■ **What to do**
Every line below that has "worn" in it should be copied.

■ **Input**
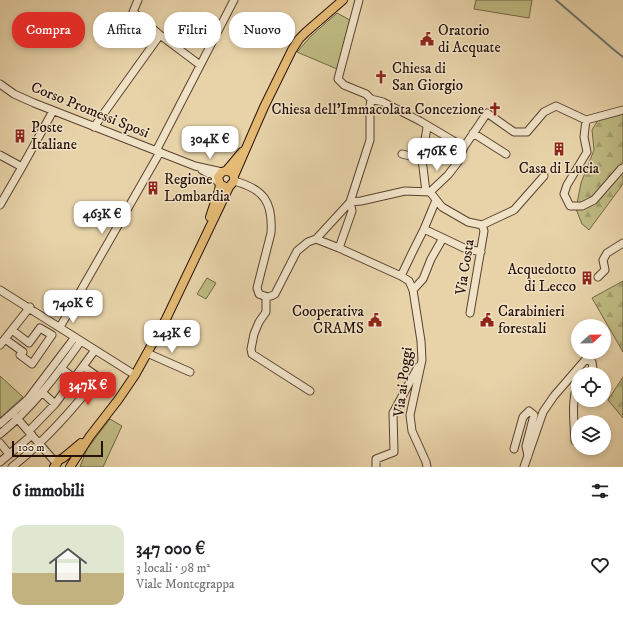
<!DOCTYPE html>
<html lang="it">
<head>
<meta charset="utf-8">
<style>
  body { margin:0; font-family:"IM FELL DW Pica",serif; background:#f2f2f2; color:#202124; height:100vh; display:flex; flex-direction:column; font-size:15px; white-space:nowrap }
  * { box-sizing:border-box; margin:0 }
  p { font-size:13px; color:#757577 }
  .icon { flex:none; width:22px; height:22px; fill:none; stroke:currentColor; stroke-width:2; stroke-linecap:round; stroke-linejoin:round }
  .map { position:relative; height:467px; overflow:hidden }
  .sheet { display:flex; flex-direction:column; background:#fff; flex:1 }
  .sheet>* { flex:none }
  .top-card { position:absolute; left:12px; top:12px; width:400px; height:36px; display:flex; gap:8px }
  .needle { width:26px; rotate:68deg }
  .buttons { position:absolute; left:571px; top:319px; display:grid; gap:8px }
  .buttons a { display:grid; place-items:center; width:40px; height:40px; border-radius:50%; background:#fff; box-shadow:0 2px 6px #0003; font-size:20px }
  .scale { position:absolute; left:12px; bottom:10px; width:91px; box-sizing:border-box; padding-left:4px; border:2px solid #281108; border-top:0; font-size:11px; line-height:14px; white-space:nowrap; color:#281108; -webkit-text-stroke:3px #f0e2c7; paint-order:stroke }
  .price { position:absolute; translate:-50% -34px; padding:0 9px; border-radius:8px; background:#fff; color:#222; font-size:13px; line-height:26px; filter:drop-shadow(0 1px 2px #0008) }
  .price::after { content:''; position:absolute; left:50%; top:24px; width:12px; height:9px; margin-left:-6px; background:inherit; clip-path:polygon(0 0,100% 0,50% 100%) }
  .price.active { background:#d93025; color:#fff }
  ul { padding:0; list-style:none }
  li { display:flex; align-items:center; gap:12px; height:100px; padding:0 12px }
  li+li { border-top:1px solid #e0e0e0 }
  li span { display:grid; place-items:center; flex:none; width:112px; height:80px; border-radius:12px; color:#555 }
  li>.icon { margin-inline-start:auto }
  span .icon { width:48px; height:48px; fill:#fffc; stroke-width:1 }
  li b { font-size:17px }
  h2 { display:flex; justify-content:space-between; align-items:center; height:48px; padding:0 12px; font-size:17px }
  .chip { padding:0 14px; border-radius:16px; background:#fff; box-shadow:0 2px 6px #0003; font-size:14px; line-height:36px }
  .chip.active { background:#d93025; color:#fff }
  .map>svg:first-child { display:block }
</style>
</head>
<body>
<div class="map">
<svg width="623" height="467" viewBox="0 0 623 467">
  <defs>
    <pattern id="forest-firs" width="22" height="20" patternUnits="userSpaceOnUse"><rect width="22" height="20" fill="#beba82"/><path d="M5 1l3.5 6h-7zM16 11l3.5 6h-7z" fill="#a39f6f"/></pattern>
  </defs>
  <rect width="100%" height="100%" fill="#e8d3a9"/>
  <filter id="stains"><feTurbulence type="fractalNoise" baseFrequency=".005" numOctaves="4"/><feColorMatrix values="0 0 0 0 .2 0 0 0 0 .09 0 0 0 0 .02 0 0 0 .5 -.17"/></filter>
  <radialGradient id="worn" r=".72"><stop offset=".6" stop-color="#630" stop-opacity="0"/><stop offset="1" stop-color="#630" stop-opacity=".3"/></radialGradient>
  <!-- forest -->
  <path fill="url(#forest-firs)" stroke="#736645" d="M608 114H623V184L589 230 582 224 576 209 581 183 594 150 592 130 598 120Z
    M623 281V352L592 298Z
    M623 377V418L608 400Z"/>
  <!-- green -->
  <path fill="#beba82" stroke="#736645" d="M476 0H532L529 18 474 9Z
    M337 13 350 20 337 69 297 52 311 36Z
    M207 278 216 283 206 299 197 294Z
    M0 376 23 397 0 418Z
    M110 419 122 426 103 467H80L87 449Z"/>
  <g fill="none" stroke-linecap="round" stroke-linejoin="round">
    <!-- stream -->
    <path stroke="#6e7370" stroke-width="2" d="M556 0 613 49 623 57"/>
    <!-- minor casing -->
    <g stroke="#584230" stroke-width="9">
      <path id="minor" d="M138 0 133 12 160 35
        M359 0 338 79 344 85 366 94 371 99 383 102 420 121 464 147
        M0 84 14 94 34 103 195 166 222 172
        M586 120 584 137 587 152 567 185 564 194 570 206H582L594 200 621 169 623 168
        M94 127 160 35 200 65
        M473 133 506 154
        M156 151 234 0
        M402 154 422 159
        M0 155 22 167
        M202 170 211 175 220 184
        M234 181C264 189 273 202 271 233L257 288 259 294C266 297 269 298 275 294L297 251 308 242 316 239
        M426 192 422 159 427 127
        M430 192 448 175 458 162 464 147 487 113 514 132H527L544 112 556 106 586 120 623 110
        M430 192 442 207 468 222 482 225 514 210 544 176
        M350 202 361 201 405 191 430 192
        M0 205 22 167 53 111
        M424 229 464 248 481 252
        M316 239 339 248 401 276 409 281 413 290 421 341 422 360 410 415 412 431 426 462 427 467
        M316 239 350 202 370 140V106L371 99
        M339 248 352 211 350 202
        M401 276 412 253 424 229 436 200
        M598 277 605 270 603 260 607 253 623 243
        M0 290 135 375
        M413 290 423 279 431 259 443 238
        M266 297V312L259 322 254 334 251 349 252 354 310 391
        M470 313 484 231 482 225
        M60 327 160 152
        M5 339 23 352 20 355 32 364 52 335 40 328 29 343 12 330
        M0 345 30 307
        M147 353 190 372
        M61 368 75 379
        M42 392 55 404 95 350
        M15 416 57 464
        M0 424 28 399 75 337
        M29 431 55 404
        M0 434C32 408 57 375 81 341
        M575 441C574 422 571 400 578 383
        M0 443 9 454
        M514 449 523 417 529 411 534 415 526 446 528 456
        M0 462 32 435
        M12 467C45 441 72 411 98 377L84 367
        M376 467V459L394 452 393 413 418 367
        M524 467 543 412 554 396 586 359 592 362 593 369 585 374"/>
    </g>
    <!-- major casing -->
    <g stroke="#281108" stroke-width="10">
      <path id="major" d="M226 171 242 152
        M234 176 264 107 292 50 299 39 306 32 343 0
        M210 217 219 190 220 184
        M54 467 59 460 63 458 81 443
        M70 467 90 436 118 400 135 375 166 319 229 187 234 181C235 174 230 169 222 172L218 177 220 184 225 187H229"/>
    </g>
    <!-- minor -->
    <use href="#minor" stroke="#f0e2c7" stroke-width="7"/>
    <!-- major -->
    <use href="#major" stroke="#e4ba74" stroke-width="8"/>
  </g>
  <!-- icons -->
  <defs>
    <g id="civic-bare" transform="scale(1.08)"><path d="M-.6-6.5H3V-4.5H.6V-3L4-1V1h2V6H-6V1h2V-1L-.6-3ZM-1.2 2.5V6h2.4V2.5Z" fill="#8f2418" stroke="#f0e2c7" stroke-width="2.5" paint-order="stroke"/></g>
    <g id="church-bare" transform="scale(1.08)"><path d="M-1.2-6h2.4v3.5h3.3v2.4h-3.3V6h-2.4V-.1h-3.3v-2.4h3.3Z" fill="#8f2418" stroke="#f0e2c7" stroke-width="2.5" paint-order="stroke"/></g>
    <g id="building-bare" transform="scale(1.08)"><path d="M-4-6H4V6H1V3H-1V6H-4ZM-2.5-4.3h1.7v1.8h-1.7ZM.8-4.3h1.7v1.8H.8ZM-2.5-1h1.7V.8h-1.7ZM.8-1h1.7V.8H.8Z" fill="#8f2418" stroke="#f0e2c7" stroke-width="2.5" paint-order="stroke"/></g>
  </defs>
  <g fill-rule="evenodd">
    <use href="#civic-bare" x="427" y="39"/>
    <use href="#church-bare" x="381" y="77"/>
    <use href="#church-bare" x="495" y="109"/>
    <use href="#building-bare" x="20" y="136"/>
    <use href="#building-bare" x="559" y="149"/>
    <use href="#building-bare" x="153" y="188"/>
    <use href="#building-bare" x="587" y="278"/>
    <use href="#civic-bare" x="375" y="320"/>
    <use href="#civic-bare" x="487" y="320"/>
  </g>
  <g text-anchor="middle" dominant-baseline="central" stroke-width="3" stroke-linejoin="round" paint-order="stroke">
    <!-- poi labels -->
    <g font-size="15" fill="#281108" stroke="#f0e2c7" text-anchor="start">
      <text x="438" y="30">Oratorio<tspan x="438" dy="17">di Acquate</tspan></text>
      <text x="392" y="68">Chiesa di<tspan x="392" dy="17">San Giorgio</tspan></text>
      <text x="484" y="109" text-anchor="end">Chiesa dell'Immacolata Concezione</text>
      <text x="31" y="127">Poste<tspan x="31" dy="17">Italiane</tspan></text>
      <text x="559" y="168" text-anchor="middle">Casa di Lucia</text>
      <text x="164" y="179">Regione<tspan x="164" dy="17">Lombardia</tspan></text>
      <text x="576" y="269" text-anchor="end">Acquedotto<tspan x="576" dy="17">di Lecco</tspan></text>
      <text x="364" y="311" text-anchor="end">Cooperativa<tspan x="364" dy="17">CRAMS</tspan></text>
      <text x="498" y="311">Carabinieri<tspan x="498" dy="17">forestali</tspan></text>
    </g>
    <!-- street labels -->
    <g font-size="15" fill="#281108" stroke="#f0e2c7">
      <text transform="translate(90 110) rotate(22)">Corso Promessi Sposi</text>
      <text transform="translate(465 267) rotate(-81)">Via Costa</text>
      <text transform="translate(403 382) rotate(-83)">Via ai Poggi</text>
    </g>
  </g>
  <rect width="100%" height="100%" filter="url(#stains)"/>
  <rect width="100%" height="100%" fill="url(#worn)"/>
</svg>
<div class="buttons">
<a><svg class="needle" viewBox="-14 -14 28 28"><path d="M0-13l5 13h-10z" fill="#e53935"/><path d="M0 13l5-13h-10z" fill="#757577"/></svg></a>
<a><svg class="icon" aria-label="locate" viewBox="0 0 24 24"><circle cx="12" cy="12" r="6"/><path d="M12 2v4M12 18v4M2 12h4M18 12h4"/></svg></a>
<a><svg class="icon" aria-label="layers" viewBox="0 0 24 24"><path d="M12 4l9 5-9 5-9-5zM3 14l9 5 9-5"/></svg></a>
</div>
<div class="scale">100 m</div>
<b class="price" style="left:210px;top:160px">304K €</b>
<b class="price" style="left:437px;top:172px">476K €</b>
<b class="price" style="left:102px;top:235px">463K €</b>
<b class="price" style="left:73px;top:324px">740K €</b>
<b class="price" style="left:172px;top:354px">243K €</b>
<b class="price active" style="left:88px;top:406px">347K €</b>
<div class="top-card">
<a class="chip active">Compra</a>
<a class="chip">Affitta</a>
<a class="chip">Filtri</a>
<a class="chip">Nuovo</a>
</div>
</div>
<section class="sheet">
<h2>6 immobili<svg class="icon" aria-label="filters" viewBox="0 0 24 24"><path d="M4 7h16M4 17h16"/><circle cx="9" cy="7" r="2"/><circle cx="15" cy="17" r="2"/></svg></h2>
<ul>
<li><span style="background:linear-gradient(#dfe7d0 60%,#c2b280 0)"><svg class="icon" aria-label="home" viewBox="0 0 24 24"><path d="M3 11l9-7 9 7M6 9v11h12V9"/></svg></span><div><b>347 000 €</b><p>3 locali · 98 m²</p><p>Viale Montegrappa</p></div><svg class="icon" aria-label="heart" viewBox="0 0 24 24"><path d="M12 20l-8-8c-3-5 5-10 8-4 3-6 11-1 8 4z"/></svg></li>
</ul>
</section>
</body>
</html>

■ **Answer to the problem**
  <radialGradient id="worn" r=".72"><stop offset=".6" stop-color="#630" stop-opacity="0"/><stop offset="1" stop-color="#630" stop-opacity=".3"/></radialGradient>
  <rect width="100%" height="100%" fill="url(#worn)"/>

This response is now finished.